まずここを確実に掴んでからしか身体表現も型もない。気持ちのデッサンができない俳優に抽象画はかけっこないよ。Tえ、Yき、Mもとはそれぞれに何かを掴もうとあがく姿。それぞれに早く次へあがれ。Mな、S川くんはだいぶ心が動くようになってきたね。初参加 Aっこ、怒りのベクトルを階上のあたしに向けてきた。なかなかやるじゃないの、と跳ね返す。意欲よしね。
歩く、幸せ、充足の感情を持つ。今日は全体的に技巧的だと想った。自然にこぼれる笑みで充ちたい。違う。温かい感情も大事だよね。
発声。まずはブリッジによる声の受け渡し。この稽古場の時間だけでも繰り返してきた発声強化で、著しく声は鍛えられてきた。限りはない。俳優として声は確実に身につけていきたい。もっともっと。Tえ、しっかり声が落ちている。日々精進。Y山くんの身体能力の高さ、声も身体の一部だ。声を身体に追いつかせてほしい、かならず、活きるから。ダンサーM.、Mな、Hずみさんは腹式呼吸から教えたい。Mもとも確実に声は鍛えられてきたけれど、不安定だ。煙草をやめろとは言えないが、腹式の確認が必要かな。

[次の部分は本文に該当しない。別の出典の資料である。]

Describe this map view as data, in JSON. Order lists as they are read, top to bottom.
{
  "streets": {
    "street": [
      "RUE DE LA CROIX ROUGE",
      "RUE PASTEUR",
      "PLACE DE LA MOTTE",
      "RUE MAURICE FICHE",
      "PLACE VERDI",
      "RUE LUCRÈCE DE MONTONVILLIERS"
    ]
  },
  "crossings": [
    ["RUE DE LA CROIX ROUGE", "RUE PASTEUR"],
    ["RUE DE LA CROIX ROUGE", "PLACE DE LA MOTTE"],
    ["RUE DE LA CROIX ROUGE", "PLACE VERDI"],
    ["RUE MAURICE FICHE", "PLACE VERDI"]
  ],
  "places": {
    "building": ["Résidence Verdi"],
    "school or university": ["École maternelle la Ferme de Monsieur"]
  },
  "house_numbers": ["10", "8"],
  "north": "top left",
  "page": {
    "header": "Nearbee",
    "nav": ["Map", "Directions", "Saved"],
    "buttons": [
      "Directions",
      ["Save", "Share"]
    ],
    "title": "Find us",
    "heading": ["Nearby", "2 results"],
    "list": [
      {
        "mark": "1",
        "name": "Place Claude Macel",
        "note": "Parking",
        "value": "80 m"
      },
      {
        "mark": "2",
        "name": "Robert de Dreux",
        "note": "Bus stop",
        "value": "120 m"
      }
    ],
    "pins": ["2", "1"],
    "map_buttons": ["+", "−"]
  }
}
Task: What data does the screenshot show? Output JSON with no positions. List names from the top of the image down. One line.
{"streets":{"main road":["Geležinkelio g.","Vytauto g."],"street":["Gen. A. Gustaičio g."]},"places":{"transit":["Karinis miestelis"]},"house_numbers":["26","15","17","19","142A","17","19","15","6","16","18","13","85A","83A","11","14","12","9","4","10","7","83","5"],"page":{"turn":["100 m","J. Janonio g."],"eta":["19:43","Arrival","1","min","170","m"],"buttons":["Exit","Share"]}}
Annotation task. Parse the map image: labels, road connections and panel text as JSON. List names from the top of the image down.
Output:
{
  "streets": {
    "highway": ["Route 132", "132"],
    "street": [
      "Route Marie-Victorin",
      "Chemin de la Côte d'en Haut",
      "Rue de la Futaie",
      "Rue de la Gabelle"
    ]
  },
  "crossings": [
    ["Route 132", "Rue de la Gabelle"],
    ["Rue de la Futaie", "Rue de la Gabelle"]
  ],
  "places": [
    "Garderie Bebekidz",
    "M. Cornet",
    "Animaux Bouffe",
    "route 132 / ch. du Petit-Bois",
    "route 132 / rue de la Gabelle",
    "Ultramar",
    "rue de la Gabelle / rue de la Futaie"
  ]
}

そのまま、シーン創り。目をつぶった状態から起きる。それぞれのイメージで、他者と連動していく。あたしは各自をみているが、全体もみている。お互いに待っていても、そこからは炎は上がらない。それぞれがもっと積極的になってほしい。Rね、Kぞう、Eりなの部分がちょっと動いたので、早速切り取る。そこから、シーンを広げてみる。Yきが空回り。リアリティがない。案外これは難しい。ゼロに立ち戻ってほしいと想った。シーンをドライブさせていきたい。勢いが足りない。演技空間に出ていくときの覚悟が足りないのだと想う。迷いながら、考えながら出ていくなよ。それはすべて観客に伝わる。ダンサーMちゃんの入り方がよかった。他者からの何かを受け取って、それをさらに動かしていくこと。反応の連鎖が足りない。うむ、いまいち。
エチュード、喧嘩。煽り合う。Tえ,Aっこ。Aっこの持ついいものを感じた。それをどう演劇としていくか?攻めて、攻めて、攻めまくることは必要。今の倍の強さとエネルギーが欲しい。Tえ、弱い。すぐに折れてしまう。何かが怖いのか、折れてしまう。一度手を打ち、Mなに相手を変えて再度。立ち向かって、跳ね返す強さを持って欲しいよ、Tえ。Mなはふにゃふにゃだったけれど、今日は芯が通っていた。見直す。
S川くん、Y山くん。S川くんは今日は最初から気概が違う。良かった。Y山くんは考えすぎ。弱い。頭はいらない、こ、こ、ろ。心を動かすこと。
怒ろうとするのではないから、お互いが大事。どんなシーンもひとりではできないよ、Yき。気負いすぎだな。
Kちゃんは確実にコツコツと俳優を続けてきたアンカーがある。シーン作りの発想も面白い。しかし、もっと気持ちがはっきり見えたい。シーンに追われるきらいありかもね。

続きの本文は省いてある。